Thai quinoa salad

It’s no secret: I love quinoa. Contrary to popular belief, it’s not a grain, but the seed of a plant in the same family as beets and spinach. Quinoa is gluten-free and made up of 70% carbohydrates, 15% protein, fibre, minerals, and almost no fat.
Raw quinoa is coated with saponin, which gives it a bitter taste. That’s why you need to rinse quinoa thoroughly before cooking it. You’ll know it’s properly rinsed when it stops foaming under running water.
Bon appétit!
Particularities
- ServesServes 4–6
- Prep time15 min
- Cook time20 min
- Timeout-
- FreezingFreezes well
Ingredients
- 1 cup quinoa, rinsed and drained (I like to use a mix of two colours)
- 2 cups water
- 1/4 cup fresh cilantro, chopped
- 1/4 cup green onion, chopped
- 1/4 cup cucumber, finely diced
- 1/4 cup red onion, minced
- 1/2 cup edamame (found in the frozen foods aisle)
- 1 cup red cabbage, chopped
For the dressing
- 1/4 cup soy butter
- 1/2 tablespoon ginger, freshly grated (sometimes I use more)
- 1 clove garlic, finely chopped
- 1 tablespoon soy sauce
- Juice of 1/2 lemon
- 1 teaspoon toasted sesame oil
- 1 teaspoon honey
- 1/4 cup water
- Salt and pepper
Steps
- Place the edamame in a bowl and thaw at room temperature.
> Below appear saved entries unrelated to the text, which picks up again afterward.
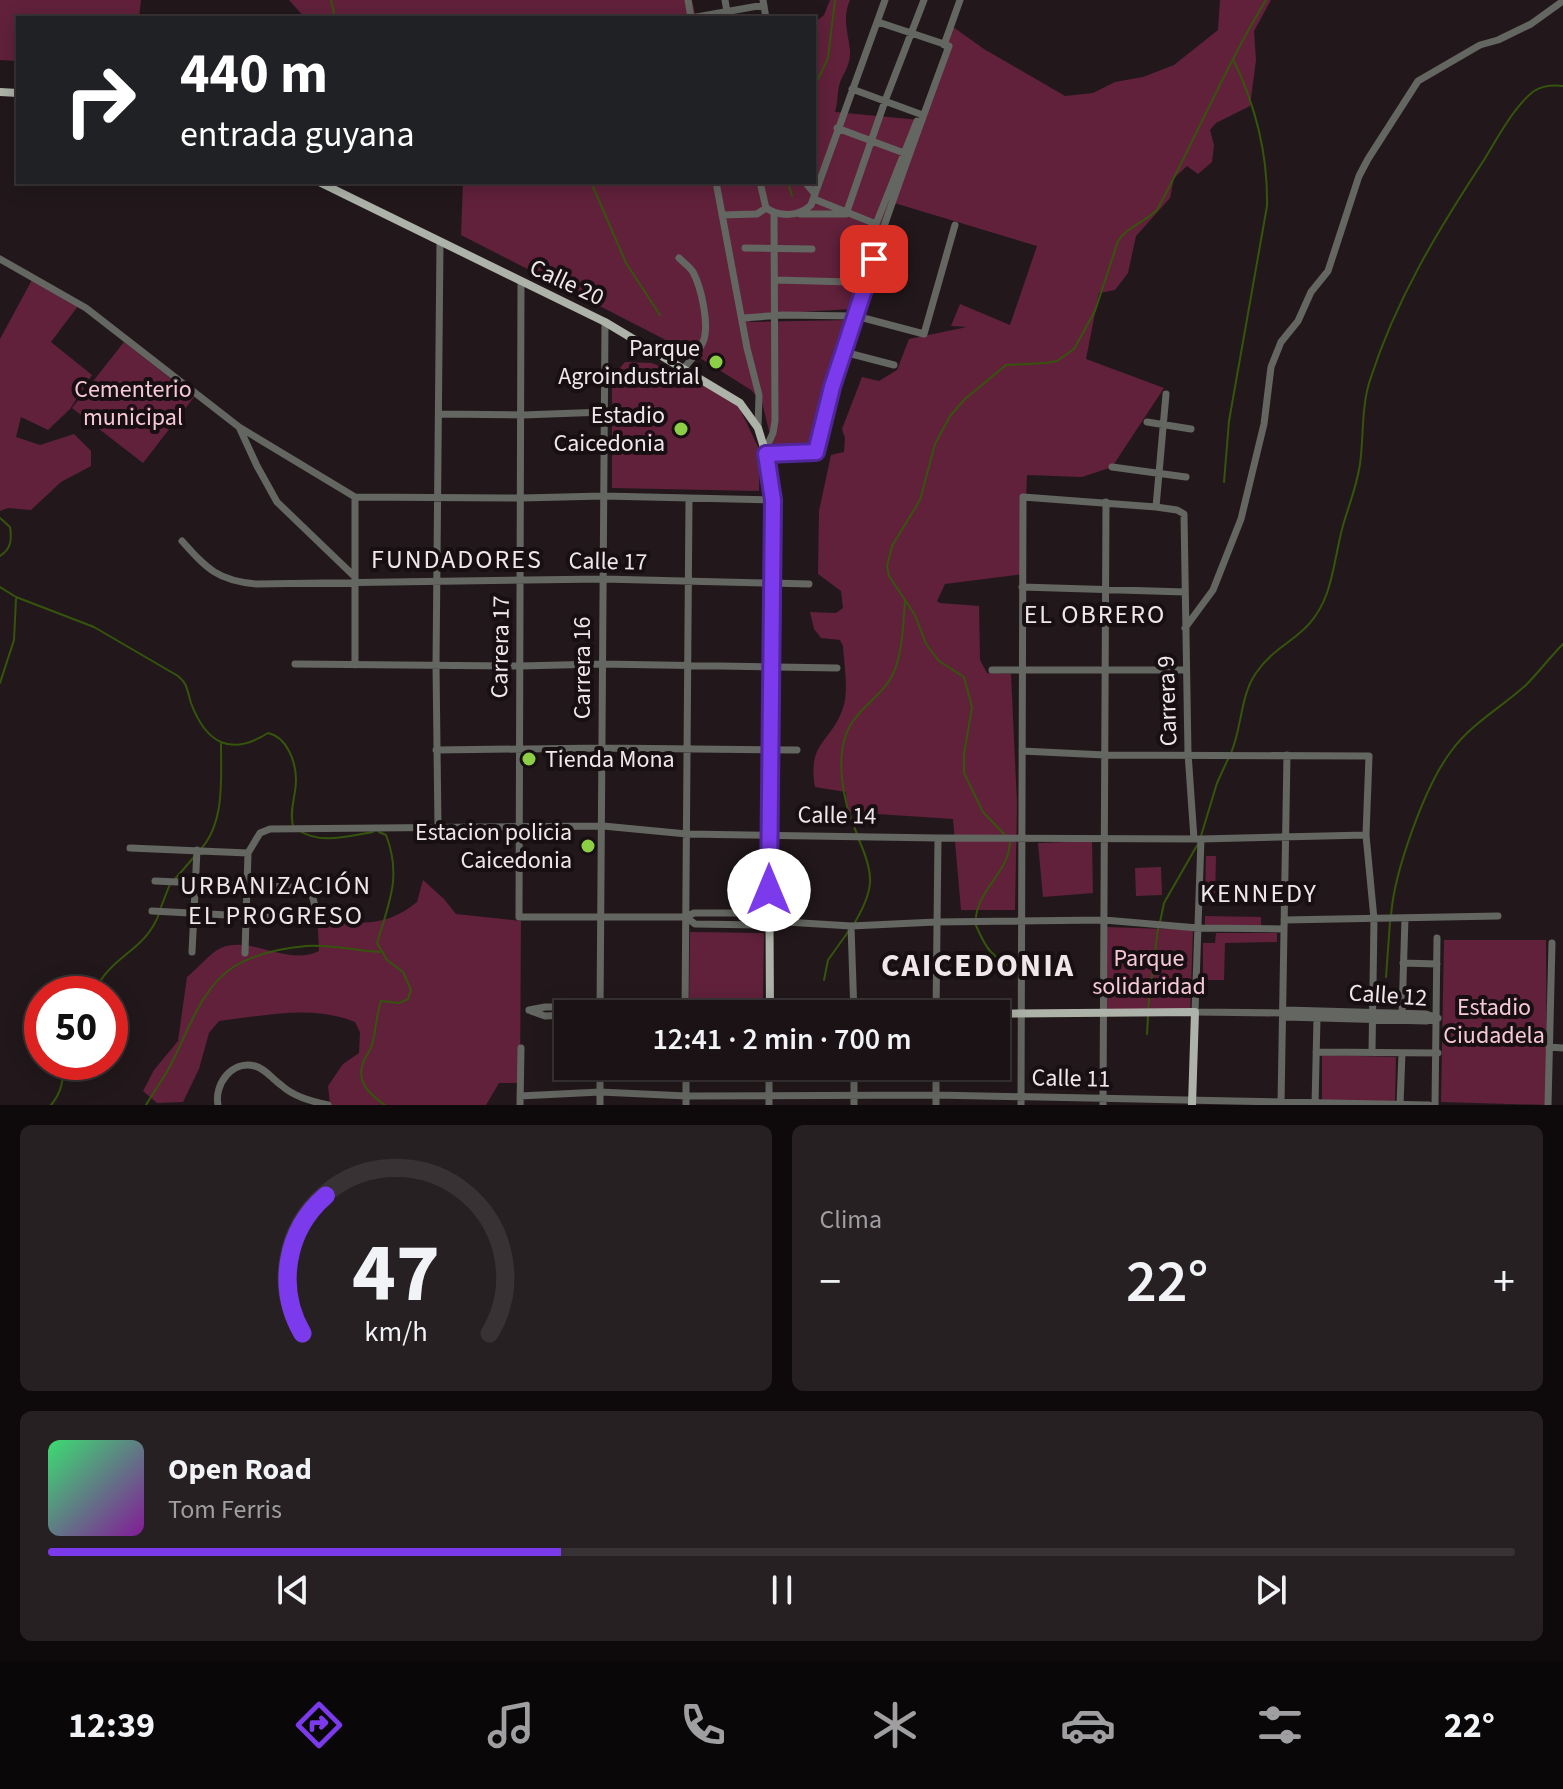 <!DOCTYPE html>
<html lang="es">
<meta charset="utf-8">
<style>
:root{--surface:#1a1214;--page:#272022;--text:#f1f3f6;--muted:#9f9ea0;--line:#383234;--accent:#7c3aed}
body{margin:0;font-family:"Source Sans 3",sans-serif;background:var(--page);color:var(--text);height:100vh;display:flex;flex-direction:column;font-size:30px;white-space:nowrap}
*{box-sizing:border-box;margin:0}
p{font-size:26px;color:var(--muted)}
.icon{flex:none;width:44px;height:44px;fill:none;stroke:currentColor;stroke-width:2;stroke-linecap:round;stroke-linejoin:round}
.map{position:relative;height:1105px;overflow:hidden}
.details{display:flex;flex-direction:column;gap:20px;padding:20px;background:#0e0a0b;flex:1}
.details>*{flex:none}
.guide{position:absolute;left:16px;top:16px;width:800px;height:168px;border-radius:0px;box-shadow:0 4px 20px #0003,0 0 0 2px var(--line);background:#202124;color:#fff;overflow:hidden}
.speed{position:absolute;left:24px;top:976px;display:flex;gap:16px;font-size:40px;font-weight:700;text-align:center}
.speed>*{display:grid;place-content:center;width:104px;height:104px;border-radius:50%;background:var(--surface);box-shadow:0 4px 20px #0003,0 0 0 2px var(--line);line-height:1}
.speed .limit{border:12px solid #d22;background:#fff;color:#111}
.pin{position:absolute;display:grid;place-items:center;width:68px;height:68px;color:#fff;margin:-34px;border-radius:16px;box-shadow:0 4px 12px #0006}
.me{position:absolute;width:88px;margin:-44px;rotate:0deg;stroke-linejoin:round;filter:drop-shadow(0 0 6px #0008)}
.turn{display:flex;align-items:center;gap:28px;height:168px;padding:0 32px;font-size:36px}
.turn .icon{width:104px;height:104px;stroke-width:2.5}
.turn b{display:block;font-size:56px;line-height:68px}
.big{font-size:60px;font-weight:600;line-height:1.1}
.details .widget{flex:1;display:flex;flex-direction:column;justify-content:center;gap:12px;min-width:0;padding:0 28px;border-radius:12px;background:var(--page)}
.details .dial{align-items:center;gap:0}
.dial svg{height:208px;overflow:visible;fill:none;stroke:var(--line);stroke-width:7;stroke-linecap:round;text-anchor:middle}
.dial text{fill:var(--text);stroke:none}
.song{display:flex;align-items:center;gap:24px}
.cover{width:96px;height:96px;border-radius:12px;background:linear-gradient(135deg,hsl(140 70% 55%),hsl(290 70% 35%))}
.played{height:8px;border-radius:4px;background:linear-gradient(90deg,var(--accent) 35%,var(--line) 35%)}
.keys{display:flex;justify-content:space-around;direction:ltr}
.heat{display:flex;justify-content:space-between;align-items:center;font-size:44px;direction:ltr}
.details .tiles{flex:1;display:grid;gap:20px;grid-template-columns:1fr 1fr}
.widget:last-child{grid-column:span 2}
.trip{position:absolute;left:554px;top:1000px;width:456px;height:80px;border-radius:0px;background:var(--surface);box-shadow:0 4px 20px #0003,0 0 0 2px var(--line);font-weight:600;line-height:80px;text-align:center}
.tab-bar{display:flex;height:128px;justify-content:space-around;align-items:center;background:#0a0708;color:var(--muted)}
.tab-bar .icon{width:56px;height:56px}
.tab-bar .active{color:var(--accent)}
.tab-bar b{font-size:36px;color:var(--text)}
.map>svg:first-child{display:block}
</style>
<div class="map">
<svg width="1563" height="1105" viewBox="0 0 1563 1105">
<rect width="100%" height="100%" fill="#22181b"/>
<path fill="#61213b" d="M0,0H141L139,18H18V61L0,60Z
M289,0H692L696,18H305Z
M830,0H850C842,17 848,33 850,50C851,67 842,74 839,86C837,95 838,103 835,112L920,120L953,27L984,49L1065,96L1093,93L1115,82L1143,77L1174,65L1218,30L1220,0H1271L1254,31L1256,60L1250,106L1216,123L1210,130L1214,145L1212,162L1198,174L1187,166L1174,178L1170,198L1136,236L1128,273L1115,290L1099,293L1086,359L1164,388L1112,467L1082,477L1027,475L1023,574L945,584L937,601L940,603L979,606L980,660L987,673L1011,674L1017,804L1015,910H961L953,819L847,812L846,792L815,787C807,742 831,743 843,708C849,691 844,664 843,646L840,640L821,638L814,629L810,612L836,613L843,608L841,591L818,574L819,511L831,455L844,452L845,438L842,429L862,377L879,381L897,370L909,339L967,327L951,326L960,304L1010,325L1037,246L891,202L852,309L749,315L750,322L850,320L830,385L815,449L774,452L762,402L751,390L697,356L461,235L463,182H814V23L824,15Z
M33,278L78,306L51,342L92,375L70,409L48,430L21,417L16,437L40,445L74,434L91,451V466L61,482L31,510L8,508L0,511V339Z
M124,342L194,397L143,463L72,408Z
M625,362L651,363L701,381L739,407L760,451L759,491L612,488V377Z
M1092,841L1093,893L1043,897L1038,843Z
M1206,856H1216L1215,901H1205Z
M1161,867L1162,895L1136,896L1135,868Z
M423,880L444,899L456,914L521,921L520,1083H499L486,1105H330L328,1086L343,1064L359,1053L360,1032L355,1022C311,1004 264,1016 219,1021L209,1033L199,1069L183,1102L157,1103L143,1091L154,1070L178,1041L187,977C197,969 210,953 221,948C251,935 287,967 319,951L317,907C349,930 387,927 417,902Z
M1205,916L1261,917V927L1205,926Z
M1107,927L1193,930L1190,1016L1106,1013Z
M690,932L764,933L763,1003L689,1002Z
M1216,933H1277V942L1225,943L1224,980H1203V943H1215Z
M1444,940H1546L1547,1105L1441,1102Z
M1322,1055L1396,1057L1395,1102L1322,1100Z"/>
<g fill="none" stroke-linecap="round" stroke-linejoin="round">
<path stroke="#34550b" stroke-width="2" d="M331,0L335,18
M814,88L828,58L835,0
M591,182L626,263L660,315
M788,182L792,196
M1224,482L1229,421L1267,206C1268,155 1256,107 1234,61
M0,518L10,527C12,540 11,549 0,556
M0,587L16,597L94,627L178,676C188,684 187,691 191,703C206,743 230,757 268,733C287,737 296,762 296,780C296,796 289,810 293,826
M0,683L14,640L16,599
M1231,753C1242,728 1240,696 1256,673C1279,639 1310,640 1327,593C1335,570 1337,545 1344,522C1350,502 1357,485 1360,464C1364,436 1361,408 1370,380C1396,299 1438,230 1484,160C1497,139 1514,106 1534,91C1542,86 1554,85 1563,86
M298,830C321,845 348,836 373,832
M379,832L386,835C402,876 389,903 377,943L387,960L403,972L411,990L408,999L399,1003L381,1001C376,1016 376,1031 372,1045C370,1052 365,1056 363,1063C356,1082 370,1095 385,1105
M857,834C843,803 832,751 853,721C865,704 884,693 893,674C903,652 903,624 905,601
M1006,836L983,812L964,773V754L972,707L964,677L939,661L926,644L915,615L889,576L887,566L892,546L920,500L935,444L950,416L965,399L1006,365L1046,363L1057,361L1074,349L1095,311L1118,241C1128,226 1145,222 1157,210C1195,140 1225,67 1266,0
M1201,836L1217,783L1228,759
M201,849C225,822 221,778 221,744
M175,879L194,857
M161,907L170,884
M1391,916C1394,872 1425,785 1452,750C1472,723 1502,707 1526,685C1539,672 1550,657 1563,644
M976,917C979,888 1010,871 1010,841
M1160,922L1164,903L1199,842
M975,923C986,950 992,957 1017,970
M854,924C874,890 875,876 859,840
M1386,977L1390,922
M824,980L828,960L848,932
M93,994C111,954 144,953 159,914
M1148,1009L1158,928
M1147,1034L1148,1016
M51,1105C62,1092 64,1079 63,1062
M146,1105C153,1093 162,1081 169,1068C187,1035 201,986 235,966C255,954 284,948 306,946C331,944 355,951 380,952"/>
<path stroke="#636661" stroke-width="7" d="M688,0L691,18
M725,0L728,18
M763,0L766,18
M691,18L764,5
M878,22L944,44
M944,45L960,0
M852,89L920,114
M837,128L904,153
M716,182L747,348L759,395L758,428
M805,182L814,193
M814,199L876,224L917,121
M766,208C780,217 799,217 811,205L885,0
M800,214H844
M846,214L885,101L924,0
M722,215L757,214L766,208L760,182
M745,248L812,249
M679,258C683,262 690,267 693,272C701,287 710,325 703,342C699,351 691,360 684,368
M0,259L86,308L239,427L355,497
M776,280L851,282
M521,283L519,917H686L694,913H761L769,919L786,922L851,926L936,922L1104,920L1198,928L1284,929
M743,318L783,315L856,316L924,334L955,225
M844,352L894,365
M439,414L523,415L605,412
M1147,422L1191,429
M240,429L257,466L277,502L354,576
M765,450L773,433L775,421L774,213
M766,454L816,452C850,314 900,179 949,46L944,44
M1112,467L1186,477
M355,497L522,498L604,496L773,500
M1156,507L1166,394
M182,541C207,569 218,581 257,584L603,579L809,584
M1022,587L1185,592
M1185,628L1213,590L1241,519L1264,424L1271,367L1281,342L1298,321L1311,292L1328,271L1359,176L1368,159L1418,81L1480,45L1498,40L1531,24L1563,1
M295,664L520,666L601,664L837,668
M355,665V497
M992,670H1186
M436,750L603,748L797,750
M1022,751L1105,755L1369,756L1366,835L1374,919L1372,1052
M438,827L436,665L440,242
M1201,839L1195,1012L1283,1013L1286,1010L1426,1014L1438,1018
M130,848L248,853
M152,911L319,920L310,888L155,881
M686,917L695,924L761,925L769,919
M1284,920L1498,916
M851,926L854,1014
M192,952L197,850
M245,953L248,853L260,833L270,829L603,826L687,834L938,838L1201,839L1366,835
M1403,963L1437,964
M529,1010L545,1007H594L600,1011L688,1014
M531,1011L545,1016L568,1015
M685,1012L694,1006H758L768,1014
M1283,1013L1286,1017L1426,1021L1438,1018
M1402,1013L1405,918
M600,1014L605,322
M685,1014L689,499
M936,1014L938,838
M1549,1047L1563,1048
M1316,1052L1438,1053
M686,1066V1105
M520,1096L600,1092L687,1096L936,1095L1429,1105
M1281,1104L1287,755
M1400,1104L1402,1053
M218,1105C214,1084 232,1060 255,1066C266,1069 272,1079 281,1085C294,1097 311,1101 328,1105
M520,1105L521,1048
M600,1105V1066
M769,1105V1066
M854,1105V1066
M936,1105V1066
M1021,1105L1023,497L1156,507L1177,510L1184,514L1188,753L1194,839
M1103,1105L1106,502
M1315,1105L1317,1018
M1435,1105L1437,938
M1548,1105L1552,943"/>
<path stroke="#adb3a9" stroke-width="8" d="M0,92L18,93
M319,182L605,322L740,403L758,428L766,454L773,500L769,833L770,1014
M970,1014L1195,1012L1192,1105"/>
</g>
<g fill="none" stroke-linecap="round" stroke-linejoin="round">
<g stroke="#51269a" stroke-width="20">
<path id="route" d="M769,890L773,500L766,454L816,452L832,387L874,259"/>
</g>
<use href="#route" stroke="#7c3aed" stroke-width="14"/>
</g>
<g fill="#8cce45" stroke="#180f12" stroke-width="3">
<circle cx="716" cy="362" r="8"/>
<circle cx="681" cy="429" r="8"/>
<circle cx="529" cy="759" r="8"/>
<circle cx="588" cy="846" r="8"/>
</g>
<g text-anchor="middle" stroke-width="8" stroke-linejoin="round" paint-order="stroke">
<g font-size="24" fill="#efe7e9" stroke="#180f12">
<text transform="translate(567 282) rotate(25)" y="8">Calle 20</text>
<text transform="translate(608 561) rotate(1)" y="8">Calle 17</text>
<text transform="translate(500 647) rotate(-89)" y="8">Carrera 17</text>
<text transform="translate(582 668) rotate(-90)" y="8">Carrera 16</text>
<text transform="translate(1167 701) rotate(-92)" y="8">Carrera 9</text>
<text transform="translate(837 815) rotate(1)" y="8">Calle 14</text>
<text transform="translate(1388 995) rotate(4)" y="8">Calle 12</text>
<text transform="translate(1071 1078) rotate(1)" y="8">Calle 11</text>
</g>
<g font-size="24" fill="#efe7e9" stroke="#180f12" text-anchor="end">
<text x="700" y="356">Parque<tspan x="700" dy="28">Agroindustrial</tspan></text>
<text x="665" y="423">Estadio<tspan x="665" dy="28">Caicedonia</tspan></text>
<text x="545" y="767" text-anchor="start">Tienda Mona</text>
<text x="572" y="840">Estacion policia<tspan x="572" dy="28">Caicedonia</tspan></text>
</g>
<g font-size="24" fill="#f6c9d7" stroke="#180f12">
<text x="133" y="397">Cementerio<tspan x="133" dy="28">municipal</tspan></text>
<text x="1149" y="966">Parque<tspan x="1149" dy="28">solidaridad</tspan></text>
<text x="1494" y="1015">Estadio<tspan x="1494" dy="28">Ciudadela</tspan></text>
</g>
<g font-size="26" letter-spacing="2" fill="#efe7e9" stroke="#180f12">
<text x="457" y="568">FUNDADORES</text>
<text x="1095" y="623">EL OBRERO</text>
<text x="276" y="894">URBANIZACIÓN<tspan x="276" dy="30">EL PROGRESO</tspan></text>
<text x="1259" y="902">KENNEDY</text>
</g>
<g font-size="32" font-weight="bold" letter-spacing="2" fill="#efe7e9" stroke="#180f12">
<text x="978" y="976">CAICEDONIA</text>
</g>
</g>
</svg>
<div class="speed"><div class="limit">50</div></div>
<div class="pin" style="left:874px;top:259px;background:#d93025"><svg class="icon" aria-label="arrive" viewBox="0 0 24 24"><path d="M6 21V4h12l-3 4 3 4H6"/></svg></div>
<svg class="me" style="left:769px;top:890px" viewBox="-20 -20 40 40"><circle r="19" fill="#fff"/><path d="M0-13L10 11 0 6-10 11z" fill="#7c3aed"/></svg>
<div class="trip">12:41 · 2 min · 700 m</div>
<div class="guide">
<div class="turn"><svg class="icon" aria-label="right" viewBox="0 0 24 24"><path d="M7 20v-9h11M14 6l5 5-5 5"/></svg><div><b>440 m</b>entrada guyana</div></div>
</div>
</div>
<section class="details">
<div class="tiles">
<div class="widget dial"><svg viewBox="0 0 100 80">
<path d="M14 69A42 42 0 1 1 86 69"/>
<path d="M14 69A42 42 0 0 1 23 16" stroke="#7c3aed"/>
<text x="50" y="56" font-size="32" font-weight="700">47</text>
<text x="50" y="72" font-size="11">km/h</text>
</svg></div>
<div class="widget"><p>Clima</p>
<div class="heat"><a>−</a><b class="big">22°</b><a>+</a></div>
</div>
<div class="widget">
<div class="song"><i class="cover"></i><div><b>Open Road</b><p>Tom Ferris</p></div></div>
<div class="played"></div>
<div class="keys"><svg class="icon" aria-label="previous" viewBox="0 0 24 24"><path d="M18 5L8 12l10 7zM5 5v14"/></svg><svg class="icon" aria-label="pause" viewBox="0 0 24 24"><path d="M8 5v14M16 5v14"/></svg><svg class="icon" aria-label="next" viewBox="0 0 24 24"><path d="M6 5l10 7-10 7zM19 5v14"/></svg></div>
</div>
</div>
</section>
<nav class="tab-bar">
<b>12:39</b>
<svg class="icon active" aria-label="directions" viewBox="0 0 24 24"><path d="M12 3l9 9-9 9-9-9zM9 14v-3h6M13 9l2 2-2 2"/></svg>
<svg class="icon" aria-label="music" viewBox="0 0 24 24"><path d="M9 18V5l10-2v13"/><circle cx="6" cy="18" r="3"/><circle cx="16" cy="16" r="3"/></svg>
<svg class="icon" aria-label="phone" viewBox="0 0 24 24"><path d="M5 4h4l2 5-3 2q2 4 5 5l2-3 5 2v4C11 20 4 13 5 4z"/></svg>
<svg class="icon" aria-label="climate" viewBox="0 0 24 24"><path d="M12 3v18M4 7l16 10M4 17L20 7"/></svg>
<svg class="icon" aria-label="car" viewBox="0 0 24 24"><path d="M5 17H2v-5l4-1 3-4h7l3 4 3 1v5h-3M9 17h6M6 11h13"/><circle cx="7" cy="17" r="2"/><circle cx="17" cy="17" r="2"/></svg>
<svg class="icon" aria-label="filters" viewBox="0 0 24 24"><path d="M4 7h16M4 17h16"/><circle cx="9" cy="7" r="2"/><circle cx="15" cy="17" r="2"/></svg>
<b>22°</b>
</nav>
- Rinse the quinoa thoroughly under cold water until the foam disappears.
- In a pot, bring the water and quinoa to a boil.
- Reduce heat and let simmer for 15 minutes or until the quinoa has completely absorbed the water. Transfer to a salad bowl.
- In a bowl, combine all the dressing ingredients and mix well.
- Add the remaining ingredients to the salad bowl and pour in the dressing. Stir well. Adjust the seasoning and enjoy!